MATERIAL TO PROCESS
· · ·

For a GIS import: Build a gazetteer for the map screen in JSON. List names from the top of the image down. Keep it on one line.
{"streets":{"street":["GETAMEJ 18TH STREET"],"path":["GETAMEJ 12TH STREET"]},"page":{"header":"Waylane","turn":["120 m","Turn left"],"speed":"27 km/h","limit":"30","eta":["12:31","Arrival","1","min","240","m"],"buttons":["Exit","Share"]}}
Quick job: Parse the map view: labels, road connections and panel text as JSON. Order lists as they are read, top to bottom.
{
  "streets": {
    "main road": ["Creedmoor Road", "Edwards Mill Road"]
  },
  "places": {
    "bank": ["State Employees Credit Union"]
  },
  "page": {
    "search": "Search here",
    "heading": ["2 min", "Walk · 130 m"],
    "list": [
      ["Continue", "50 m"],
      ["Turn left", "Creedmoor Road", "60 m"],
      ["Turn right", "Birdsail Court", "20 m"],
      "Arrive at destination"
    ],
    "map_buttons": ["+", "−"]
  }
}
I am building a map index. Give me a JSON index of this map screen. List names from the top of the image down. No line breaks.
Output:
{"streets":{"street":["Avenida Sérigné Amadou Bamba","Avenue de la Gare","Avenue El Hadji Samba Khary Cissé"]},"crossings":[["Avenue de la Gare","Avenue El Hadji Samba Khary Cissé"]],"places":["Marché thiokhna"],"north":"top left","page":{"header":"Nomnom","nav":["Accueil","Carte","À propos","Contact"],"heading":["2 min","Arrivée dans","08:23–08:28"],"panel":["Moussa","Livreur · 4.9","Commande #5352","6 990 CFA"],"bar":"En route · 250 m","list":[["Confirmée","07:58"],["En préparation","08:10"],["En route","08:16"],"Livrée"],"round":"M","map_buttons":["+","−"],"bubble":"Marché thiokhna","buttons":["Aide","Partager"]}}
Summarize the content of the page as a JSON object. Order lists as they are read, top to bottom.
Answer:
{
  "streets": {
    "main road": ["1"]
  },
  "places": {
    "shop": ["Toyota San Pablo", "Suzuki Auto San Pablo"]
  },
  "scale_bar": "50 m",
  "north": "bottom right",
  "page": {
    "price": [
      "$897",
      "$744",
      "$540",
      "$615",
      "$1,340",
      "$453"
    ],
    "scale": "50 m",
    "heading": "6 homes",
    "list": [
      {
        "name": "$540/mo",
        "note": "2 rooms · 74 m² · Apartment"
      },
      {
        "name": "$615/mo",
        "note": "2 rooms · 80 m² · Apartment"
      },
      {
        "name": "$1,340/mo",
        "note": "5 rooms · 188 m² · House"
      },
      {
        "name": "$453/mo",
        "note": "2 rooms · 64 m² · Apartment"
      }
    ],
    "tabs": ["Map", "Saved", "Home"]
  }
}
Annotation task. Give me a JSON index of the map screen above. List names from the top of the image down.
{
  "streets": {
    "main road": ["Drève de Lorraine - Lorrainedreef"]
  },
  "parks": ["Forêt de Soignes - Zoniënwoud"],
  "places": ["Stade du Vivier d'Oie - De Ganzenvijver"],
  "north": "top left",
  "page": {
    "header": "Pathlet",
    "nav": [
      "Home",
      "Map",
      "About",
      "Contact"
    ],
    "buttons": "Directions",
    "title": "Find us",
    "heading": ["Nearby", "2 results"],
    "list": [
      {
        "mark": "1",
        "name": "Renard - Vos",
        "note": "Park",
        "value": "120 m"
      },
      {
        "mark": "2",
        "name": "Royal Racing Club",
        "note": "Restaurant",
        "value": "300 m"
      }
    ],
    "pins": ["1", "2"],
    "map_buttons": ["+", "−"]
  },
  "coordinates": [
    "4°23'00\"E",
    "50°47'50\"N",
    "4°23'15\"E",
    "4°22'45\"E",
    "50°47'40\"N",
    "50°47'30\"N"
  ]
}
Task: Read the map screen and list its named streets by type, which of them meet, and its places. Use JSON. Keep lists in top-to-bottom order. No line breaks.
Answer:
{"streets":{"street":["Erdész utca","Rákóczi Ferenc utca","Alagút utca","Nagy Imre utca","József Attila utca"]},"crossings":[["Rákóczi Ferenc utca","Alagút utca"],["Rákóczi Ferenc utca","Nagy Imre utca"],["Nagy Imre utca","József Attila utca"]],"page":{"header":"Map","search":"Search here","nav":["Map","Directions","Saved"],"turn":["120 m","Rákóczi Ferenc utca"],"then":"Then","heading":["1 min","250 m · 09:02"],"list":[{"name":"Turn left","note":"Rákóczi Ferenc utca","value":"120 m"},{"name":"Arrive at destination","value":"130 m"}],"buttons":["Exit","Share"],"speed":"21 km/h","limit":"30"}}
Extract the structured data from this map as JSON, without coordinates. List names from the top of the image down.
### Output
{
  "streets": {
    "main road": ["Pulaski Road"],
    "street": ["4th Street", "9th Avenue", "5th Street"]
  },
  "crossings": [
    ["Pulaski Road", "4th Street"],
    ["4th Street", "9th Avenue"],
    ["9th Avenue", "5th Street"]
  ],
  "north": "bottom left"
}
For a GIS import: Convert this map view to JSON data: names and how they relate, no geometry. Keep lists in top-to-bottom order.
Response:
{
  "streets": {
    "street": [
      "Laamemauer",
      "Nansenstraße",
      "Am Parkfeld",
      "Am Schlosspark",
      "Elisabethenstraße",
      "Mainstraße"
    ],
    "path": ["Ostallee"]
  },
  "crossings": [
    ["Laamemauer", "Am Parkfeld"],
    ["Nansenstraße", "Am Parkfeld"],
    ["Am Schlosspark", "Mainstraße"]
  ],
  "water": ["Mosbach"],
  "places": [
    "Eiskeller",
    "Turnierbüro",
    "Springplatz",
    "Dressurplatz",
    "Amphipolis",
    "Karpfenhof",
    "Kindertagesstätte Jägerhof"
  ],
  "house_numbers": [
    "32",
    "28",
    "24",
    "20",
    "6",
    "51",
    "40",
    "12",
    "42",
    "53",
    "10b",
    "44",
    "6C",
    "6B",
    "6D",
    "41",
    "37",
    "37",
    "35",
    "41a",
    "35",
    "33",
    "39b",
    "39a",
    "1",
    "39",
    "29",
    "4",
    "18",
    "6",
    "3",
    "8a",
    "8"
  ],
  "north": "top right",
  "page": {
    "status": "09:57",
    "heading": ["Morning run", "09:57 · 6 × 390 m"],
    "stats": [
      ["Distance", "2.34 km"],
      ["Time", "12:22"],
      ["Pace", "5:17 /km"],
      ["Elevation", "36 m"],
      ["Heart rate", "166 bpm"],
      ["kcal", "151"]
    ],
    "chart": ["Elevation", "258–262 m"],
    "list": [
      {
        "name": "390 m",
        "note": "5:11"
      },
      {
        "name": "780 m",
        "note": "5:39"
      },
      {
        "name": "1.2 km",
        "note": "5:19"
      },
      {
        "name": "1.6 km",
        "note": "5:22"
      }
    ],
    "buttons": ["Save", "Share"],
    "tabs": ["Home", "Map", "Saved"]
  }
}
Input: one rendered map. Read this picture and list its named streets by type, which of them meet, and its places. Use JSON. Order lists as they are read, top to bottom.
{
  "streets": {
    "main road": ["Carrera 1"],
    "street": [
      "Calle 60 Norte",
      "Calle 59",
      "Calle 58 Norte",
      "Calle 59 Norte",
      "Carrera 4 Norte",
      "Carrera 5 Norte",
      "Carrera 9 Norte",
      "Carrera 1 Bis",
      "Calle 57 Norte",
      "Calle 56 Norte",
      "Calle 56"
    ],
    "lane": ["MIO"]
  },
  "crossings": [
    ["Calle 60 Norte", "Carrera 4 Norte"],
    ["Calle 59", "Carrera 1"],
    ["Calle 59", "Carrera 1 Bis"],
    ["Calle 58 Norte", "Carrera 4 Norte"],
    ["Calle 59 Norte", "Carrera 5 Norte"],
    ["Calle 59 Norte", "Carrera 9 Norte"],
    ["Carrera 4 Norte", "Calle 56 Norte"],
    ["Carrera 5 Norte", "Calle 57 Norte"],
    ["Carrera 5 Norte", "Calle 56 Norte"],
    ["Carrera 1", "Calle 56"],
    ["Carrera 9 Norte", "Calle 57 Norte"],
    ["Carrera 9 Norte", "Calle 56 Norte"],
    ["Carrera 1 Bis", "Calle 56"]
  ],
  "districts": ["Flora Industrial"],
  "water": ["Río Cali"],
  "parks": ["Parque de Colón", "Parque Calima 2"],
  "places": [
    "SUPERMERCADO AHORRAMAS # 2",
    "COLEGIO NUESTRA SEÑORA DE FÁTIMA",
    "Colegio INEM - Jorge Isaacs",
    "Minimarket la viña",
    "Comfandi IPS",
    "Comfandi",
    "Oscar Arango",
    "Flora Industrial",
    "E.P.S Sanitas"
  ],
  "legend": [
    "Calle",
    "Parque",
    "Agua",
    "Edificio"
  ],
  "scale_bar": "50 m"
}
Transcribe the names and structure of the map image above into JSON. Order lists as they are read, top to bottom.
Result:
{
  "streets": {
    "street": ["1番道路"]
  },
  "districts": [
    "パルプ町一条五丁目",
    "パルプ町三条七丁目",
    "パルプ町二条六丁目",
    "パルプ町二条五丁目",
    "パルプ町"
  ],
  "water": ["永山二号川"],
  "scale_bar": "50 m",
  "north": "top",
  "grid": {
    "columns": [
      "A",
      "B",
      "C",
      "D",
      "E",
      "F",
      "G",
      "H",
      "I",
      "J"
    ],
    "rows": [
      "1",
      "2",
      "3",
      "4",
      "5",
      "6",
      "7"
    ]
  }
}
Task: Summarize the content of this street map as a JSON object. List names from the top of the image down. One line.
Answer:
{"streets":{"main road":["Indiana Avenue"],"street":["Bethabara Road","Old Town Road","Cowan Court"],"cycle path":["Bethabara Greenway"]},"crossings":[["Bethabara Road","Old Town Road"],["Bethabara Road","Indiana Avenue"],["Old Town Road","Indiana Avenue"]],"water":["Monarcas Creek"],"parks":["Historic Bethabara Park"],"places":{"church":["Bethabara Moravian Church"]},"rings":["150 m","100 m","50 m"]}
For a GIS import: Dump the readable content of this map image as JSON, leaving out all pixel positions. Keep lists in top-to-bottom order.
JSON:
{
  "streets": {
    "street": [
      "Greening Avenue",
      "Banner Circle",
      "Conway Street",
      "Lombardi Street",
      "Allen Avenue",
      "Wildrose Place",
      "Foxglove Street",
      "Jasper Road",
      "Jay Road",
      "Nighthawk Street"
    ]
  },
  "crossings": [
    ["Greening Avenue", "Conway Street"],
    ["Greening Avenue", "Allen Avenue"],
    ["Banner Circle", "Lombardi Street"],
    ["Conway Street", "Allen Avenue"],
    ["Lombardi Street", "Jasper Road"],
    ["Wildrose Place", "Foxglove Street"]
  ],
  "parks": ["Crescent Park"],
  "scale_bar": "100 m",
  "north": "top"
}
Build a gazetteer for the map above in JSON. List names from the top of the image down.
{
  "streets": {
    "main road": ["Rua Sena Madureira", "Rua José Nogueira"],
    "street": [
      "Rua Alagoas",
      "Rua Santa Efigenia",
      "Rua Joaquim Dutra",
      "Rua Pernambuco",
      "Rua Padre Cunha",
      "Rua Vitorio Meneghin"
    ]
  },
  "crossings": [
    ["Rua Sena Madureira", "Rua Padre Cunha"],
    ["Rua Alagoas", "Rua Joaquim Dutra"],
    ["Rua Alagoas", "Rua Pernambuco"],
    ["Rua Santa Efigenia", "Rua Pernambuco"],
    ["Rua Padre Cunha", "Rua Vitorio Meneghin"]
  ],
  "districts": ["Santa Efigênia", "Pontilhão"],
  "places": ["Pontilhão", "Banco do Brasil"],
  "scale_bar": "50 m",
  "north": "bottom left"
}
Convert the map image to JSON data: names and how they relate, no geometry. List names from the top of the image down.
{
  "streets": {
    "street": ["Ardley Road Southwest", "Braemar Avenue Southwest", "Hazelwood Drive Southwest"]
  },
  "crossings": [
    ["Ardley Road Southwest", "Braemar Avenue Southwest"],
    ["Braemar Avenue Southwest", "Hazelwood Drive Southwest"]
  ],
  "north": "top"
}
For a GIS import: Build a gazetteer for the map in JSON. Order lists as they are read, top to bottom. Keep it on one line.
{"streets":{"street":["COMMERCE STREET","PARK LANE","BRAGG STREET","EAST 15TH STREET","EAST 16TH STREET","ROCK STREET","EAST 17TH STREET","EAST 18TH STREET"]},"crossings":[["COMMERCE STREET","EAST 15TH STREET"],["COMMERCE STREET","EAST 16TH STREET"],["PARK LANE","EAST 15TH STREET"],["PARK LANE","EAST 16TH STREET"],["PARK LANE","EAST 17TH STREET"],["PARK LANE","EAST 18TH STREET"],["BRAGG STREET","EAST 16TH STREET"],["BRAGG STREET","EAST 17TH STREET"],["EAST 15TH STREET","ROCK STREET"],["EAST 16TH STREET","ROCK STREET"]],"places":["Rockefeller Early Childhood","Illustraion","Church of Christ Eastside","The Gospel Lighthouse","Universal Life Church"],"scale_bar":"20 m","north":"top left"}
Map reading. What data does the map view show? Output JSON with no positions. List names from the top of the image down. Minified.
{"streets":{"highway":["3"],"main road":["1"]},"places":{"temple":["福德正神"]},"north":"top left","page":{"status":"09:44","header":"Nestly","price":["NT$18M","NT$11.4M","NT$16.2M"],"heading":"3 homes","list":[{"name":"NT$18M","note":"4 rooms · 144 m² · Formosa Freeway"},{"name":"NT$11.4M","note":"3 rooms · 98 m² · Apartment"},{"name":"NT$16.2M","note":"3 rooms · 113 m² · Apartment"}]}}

· · ·

When a line in the material above includes the word "breaks", copy that line.

SOLVED PROBLEM
I am building a map index. Give me a JSON index of this map screen. List names from the top of the image down. No line breaks.
Task: Read the map screen and list its named streets by type, which of them meet, and its places. Use JSON. Keep lists in top-to-bottom order. No line breaks.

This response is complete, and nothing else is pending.